YOUR GOAL:
Search the entries below for the word "stream" and copy every line where it appears.

########################################

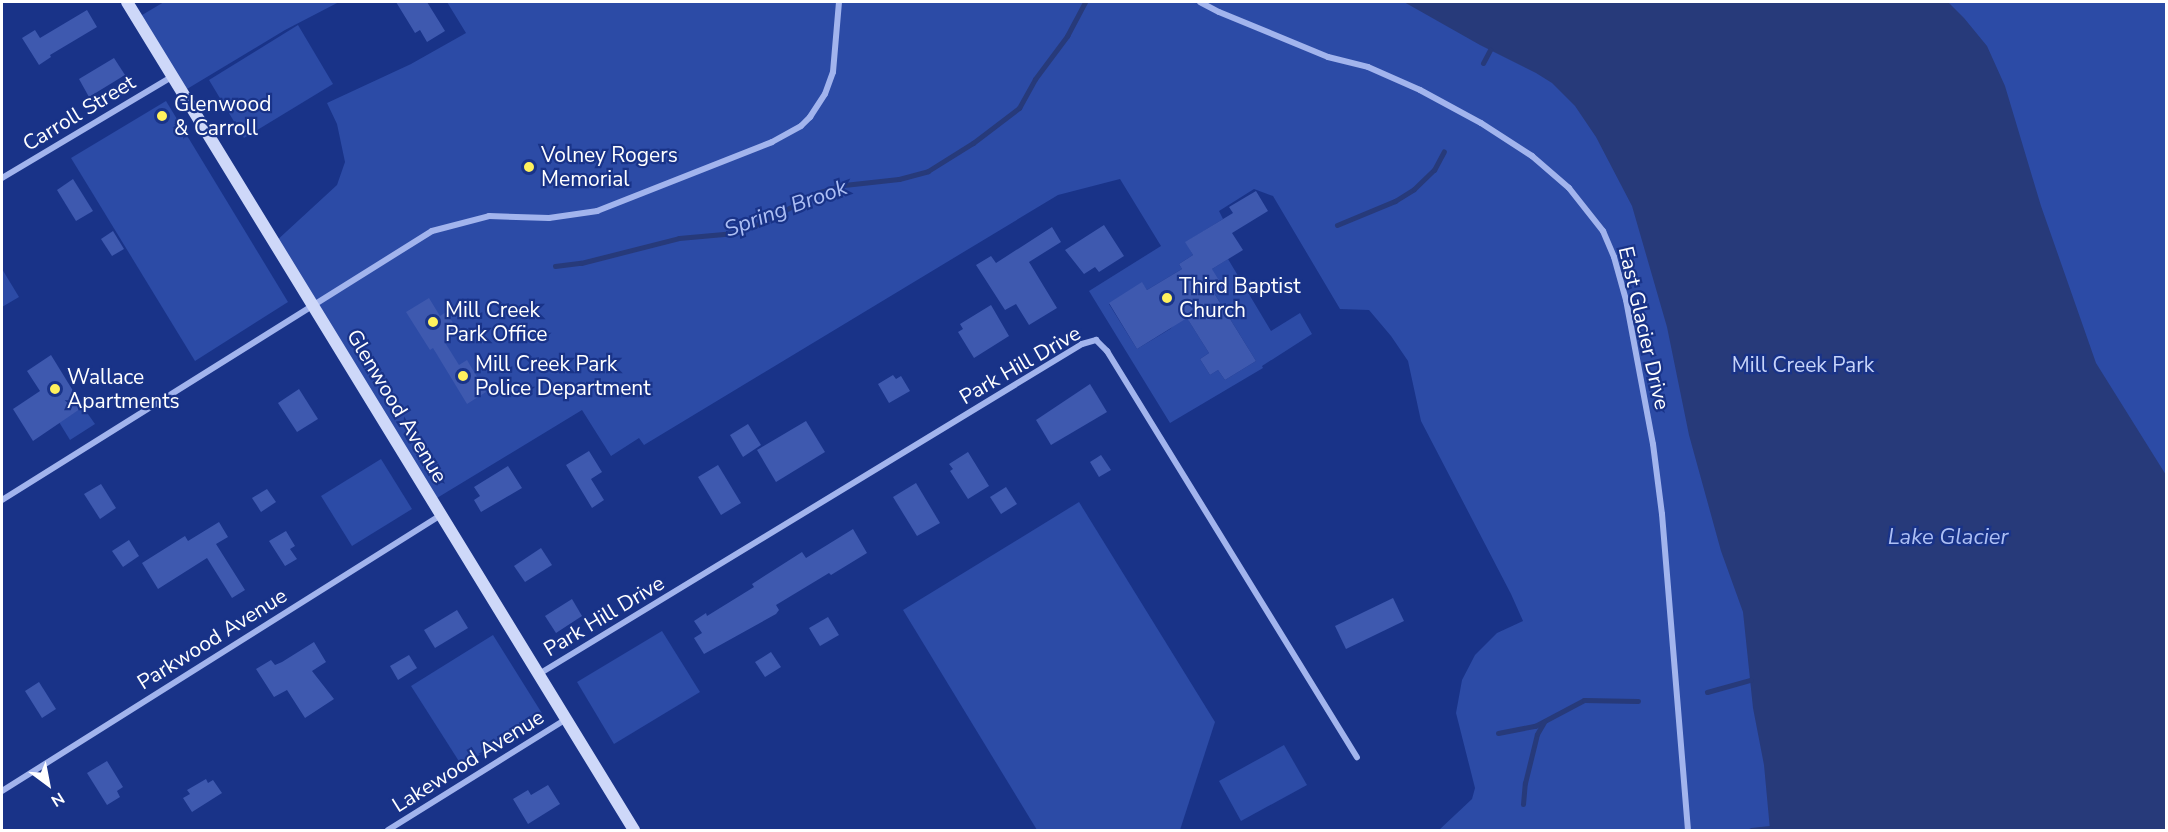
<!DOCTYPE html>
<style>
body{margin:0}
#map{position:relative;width:2168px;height:832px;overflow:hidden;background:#193388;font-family:"Nunito Sans",sans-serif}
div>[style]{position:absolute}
.green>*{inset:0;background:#2c4ba6}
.water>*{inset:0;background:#273a7a}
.stream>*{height:5px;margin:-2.5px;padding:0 2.5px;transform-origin:2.5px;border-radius:2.5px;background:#273a7a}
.building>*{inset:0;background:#3e59af}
.minor>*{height:6px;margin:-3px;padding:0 3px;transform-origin:3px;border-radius:3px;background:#a2b4ed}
.secondary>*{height:12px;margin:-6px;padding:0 6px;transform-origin:6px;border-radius:6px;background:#ced8f9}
.dots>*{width:16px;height:16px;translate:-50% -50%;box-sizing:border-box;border:3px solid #193388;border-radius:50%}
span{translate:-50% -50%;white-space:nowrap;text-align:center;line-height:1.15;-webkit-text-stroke:4.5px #193388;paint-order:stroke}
.poi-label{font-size:21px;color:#fff}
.left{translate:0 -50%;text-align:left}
.street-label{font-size:21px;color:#fff}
.park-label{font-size:21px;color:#c7d4f9}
.water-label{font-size:22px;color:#adbff4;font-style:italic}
.frame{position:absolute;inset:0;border:3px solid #fff;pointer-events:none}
.north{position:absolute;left:18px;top:754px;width:60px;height:60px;-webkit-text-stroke:4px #193388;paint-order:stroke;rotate:148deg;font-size:16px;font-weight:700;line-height:24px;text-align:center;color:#fff}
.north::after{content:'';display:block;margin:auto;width:21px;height:27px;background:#fff;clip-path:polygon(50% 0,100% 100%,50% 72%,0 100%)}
</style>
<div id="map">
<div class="green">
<i style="clip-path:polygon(164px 2px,339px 2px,285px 30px,182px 92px,137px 18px)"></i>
<i style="clip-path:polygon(447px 2px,2166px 2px,2166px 830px,1439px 830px,1472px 799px,1475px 788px,1456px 713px,1462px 680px,1475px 655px,1497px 633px,1523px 621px,1511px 594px,1421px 421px,1408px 361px,1391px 336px,1369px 310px,1340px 309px,1273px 196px,1254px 189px,1219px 211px,1223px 219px,1186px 242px,1193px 255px,1179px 264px,1182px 269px,1147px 290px,1142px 283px,1109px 304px,1137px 349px,1170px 329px,1193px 308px,1189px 321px,1209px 353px,1200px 359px,1210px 375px,1218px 370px,1225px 380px,1256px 361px,1214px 293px,1212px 269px,1228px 259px,1271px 331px,1300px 313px,1312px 334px,1262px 366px,1263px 368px,1170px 423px,1089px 291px,1161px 246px,1120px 179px,1058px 195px,644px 445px,639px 438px,611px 456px,582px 410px,432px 501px,274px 243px,337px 185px,345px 162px,337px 124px,327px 103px,411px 64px,466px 33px)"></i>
<i style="clip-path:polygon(298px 25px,333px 84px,244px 138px,209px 80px)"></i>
<i style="clip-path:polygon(166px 101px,288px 302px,195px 361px,71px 158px)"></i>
<i style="clip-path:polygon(2px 269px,19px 297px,2px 307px)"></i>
<i style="clip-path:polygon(83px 407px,95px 424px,70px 440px,59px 422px)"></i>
<i style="clip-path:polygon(381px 459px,412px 509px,352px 546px,321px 496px)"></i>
<i style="clip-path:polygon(1079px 502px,1215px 722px,1180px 830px,1037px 830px,903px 610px)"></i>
<i style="clip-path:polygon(662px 631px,700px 692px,614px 744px,577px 682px)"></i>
<i style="clip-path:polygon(493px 635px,543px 715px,462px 766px,411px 686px)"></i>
<i style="clip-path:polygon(1284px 745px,1307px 785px,1241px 821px,1219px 781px)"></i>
</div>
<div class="water">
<i style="clip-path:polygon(1404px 2px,1948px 2px,1964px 18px,1987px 46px,2005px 86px,2041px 206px,2096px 363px,2166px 475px,2166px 830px,1770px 830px,1764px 765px,1753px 708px,1743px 612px,1721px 551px,1689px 435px,1667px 327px,1632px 206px,1596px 137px,1575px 106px,1552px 83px,1536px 73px,1480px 45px)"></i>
</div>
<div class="stream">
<i style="left:1483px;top:63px;width:15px;rotate:-62deg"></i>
<i style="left:1337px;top:225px;width:63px;rotate:-22.5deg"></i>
<i style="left:1395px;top:201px;width:22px;rotate:-32deg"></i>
<i style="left:1414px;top:189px;width:28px;rotate:-44deg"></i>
<i style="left:1434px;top:170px;width:21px;rotate:-62deg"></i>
<i style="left:555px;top:266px;width:26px;rotate:-7deg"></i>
<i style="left:581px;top:263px;width:101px;rotate:-14.3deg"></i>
<i style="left:679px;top:238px;width:56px;rotate:-5.1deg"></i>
<i style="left:735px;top:233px;width:28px;rotate:-21deg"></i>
<i style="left:761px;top:223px;width:64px;rotate:-28.2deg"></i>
<i style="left:817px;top:193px;width:28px;rotate:-17deg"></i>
<i style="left:844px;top:185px;width:55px;rotate:-6.2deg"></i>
<i style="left:899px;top:179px;width:30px;rotate:-15deg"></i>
<i style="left:928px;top:171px;width:53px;rotate:-31.9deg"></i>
<i style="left:973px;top:143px;width:58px;rotate:-37.3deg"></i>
<i style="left:1019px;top:108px;width:33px;rotate:-61deg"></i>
<i style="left:1035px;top:79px;width:54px;rotate:-53.3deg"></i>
<i style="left:1067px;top:36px;width:38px;rotate:-62deg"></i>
<i style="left:1707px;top:692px;width:45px;rotate:-15.6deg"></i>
<i style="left:1498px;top:733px;width:38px;rotate:-11deg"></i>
<i style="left:1535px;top:726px;width:55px;rotate:-28deg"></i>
<i style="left:1584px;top:700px;width:54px;rotate:1.1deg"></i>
<i style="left:1523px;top:804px;width:21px;rotate:-85deg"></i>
<i style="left:1525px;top:783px;width:50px;rotate:-76.2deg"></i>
<i style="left:1537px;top:734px;width:14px;rotate:-60deg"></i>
<i style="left:1751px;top:830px;width:19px;rotate:-6deg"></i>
</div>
<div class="building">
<i style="clip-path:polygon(396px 2px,427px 2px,445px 31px,427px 42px,420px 30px,415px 33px)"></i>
<i style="clip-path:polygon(87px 10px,97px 27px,50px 55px,51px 57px,39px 65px,22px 38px,35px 30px,40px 38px)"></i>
<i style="clip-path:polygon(114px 58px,125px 75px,89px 97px,79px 79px)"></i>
<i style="clip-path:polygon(73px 179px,93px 211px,76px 221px,57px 190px)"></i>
<i style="clip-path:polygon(1256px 191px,1268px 211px,1232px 233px,1243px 250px,1212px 269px,1223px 287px,1214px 293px,1256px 361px,1225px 380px,1218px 370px,1210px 375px,1200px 359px,1209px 353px,1187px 318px,1137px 349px,1109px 303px,1142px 282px,1147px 290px,1182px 269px,1179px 264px,1193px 255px,1185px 242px,1233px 213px,1229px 207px)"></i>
<i style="clip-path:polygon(1104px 225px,1124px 256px,1099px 272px,1095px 267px,1084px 274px,1065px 250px)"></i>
<i style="clip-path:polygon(1052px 227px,1061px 242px,1029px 262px,1057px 308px,1029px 325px,1016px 304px,1005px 310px,976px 265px,991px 256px,996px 263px)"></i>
<i style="clip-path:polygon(113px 231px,124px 249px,112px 256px,101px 239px)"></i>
<i style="clip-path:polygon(429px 298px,440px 316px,446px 312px,459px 332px,444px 341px,459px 365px,467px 360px,486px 392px,467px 404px,433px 348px,430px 350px,406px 312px)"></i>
<i style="clip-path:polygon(991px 305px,1009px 336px,974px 358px,958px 332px,963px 329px,960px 324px)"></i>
<i style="clip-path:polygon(51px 355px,83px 407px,33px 441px,13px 409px,40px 391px,27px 371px)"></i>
<i style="clip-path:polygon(893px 375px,896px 379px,901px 376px,910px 391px,889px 403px,878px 384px)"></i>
<i style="clip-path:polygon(1090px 384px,1107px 412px,1051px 445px,1036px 420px)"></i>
<i style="clip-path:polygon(299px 389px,318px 419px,297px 432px,278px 403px)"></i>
<i style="clip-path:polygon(806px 421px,825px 452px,776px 482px,757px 450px)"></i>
<i style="clip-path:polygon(748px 424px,761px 445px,743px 457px,730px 435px)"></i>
<i style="clip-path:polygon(589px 451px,602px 472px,591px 479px,604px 500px,592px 508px,566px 465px)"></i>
<i style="clip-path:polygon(968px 452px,989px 486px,968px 499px,950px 471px,953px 469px,949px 464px)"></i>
<i style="clip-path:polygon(1101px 455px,1111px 470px,1099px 477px,1090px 462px)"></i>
<i style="clip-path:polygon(718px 465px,741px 503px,721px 515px,698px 477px)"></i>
<i style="clip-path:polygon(508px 466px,522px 488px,481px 512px,474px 500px,480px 496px,474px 487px)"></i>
<i style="clip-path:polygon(916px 483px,940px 523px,917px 536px,893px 497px)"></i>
<i style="clip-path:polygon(101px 484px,116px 508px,100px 519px,84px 494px)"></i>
<i style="clip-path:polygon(1006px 487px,1017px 504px,1001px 514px,990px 497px)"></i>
<i style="clip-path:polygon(267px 489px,276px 502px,261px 512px,252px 498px)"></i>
<i style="clip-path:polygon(219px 522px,228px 537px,216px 544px,245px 590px,232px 598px,207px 558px,158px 589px,142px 563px,185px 536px,188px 541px)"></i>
<i style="clip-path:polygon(853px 529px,867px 553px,831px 575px,829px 573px,776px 605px,779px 610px,776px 614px,704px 654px,694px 638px,702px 633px,694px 621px,706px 613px,707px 616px,754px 587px,752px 584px,802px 552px,806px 558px)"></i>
<i style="clip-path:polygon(286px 531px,295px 546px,290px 549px,297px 559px,285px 566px,269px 541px)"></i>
<i style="clip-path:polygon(129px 540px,139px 556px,123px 567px,112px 551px)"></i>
<i style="clip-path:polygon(541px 548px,552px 565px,525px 582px,514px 566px)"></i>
<i style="clip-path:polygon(1393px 598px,1404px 621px,1346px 649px,1335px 626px)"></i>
<i style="clip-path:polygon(572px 599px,582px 616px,556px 633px,545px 616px)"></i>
<i style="clip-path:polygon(457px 610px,468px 628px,435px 648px,424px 630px)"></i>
<i style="clip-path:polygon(828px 617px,839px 635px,820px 646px,809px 628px)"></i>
<i style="clip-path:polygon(314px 642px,326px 662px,312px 671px,334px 699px,305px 718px,287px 690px,274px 697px,256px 669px,271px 660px,275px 665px,282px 662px)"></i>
<i style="clip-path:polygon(771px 652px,781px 667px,765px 677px,755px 662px)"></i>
<i style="clip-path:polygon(409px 655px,417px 668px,398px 680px,390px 666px)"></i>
<i style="clip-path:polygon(39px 682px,56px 709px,42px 718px,25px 691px)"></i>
<i style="clip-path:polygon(107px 761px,123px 787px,117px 791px,120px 797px,107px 805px,87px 773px)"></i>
<i style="clip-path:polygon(206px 779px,208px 783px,213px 780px,222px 793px,192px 812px,183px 798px,190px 794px,187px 790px)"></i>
<i style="clip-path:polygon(548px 785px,560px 804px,528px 824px,513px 799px,528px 790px,531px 795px)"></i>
</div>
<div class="minor">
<i style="left:1200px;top:2px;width:21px;rotate:28deg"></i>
<i style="left:1219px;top:12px;width:118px;rotate:22.4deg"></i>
<i style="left:1328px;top:57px;width:41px;rotate:14deg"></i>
<i style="left:1368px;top:67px;width:57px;rotate:23.9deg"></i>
<i style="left:1420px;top:90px;width:69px;rotate:28.4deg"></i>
<i style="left:1481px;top:123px;width:61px;rotate:32.9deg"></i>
<i style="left:1532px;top:156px;width:49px;rotate:40.9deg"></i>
<i style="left:1569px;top:188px;width:55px;rotate:51.7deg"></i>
<i style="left:1603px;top:231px;width:28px;rotate:67deg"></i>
<i style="left:1614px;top:257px;width:45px;rotate:74.4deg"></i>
<i style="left:1626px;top:300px;width:147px;rotate:79.4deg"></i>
<i style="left:1653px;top:444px;width:71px;rotate:82.7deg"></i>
<i style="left:1662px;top:514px;width:317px;rotate:85.3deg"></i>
<i style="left:2px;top:178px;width:199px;rotate:-30.8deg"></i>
<i style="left:2px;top:500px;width:507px;rotate:-32.03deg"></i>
<i style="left:432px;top:231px;width:59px;rotate:-14.7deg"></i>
<i style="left:489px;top:216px;width:60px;rotate:1.9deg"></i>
<i style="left:549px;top:218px;width:49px;rotate:-8.3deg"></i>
<i style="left:597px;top:211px;width:188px;rotate:-21.5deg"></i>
<i style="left:772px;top:142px;width:33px;rotate:-29deg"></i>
<i style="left:801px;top:126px;width:13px;rotate:-45deg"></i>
<i style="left:810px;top:117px;width:27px;rotate:-57deg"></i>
<i style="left:825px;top:94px;width:23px;rotate:-70deg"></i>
<i style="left:833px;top:72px;width:70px;rotate:-85.1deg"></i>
<i style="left:539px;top:674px;width:635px;rotate:-31.29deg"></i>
<i style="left:1082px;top:344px;width:15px;rotate:-16deg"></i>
<i style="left:1096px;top:340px;width:16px;rotate:45deg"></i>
<i style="left:1107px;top:351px;width:477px;rotate:58.4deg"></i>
<i style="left:2px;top:791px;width:519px;rotate:-32.16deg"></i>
<i style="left:388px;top:830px;width:210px;rotate:-31.9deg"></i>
</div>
<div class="secondary">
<i style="left:127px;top:2px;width:971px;rotate:58.52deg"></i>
</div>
<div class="dots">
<i style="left:162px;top:116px;background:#fff15d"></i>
<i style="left:529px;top:167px;background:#fff15d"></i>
<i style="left:1167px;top:298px;background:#fff15d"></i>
<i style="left:433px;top:322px;background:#fff15d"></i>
<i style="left:463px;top:376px;background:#fff15d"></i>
<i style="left:55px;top:389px;background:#fff15d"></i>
</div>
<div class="poi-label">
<span class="left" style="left:174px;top:116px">Glenwood<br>&amp; Carroll</span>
<span class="left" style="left:541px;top:167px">Volney Rogers<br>Memorial</span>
<span class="left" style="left:1179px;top:298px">Third Baptist<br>Church</span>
<span class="left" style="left:445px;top:322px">Mill Creek<br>Park Office</span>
<span class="left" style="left:475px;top:376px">Mill Creek Park<br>Police Department</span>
<span class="left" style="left:67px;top:389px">Wallace<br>Apartments</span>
</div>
<div class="street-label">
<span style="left:79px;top:113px;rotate:-31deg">Carroll Street</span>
<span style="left:1644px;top:328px;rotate:77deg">East Glacier Drive</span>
<span style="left:1020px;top:365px;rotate:-30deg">Park Hill Drive</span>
<span style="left:397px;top:406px;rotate:59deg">Glenwood Avenue</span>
<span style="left:604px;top:616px;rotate:-31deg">Park Hill Drive</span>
<span style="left:212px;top:639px;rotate:-32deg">Parkwood Avenue</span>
<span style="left:468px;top:761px;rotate:-32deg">Lakewood Avenue</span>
</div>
<div class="park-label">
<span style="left:1803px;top:365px">Mill Creek Park</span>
</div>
<div class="water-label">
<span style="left:786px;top:209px;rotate:-20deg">Spring Brook</span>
<span style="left:1948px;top:538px">Lake Glacier</span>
</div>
<div class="frame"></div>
<div class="north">N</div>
</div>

########################################

RESPONSE TO THE EXERCISE:
.stream>*{height:5px;margin:-2.5px;padding:0 2.5px;transform-origin:2.5px;border-radius:2.5px;background:#273a7a}
<div class="stream">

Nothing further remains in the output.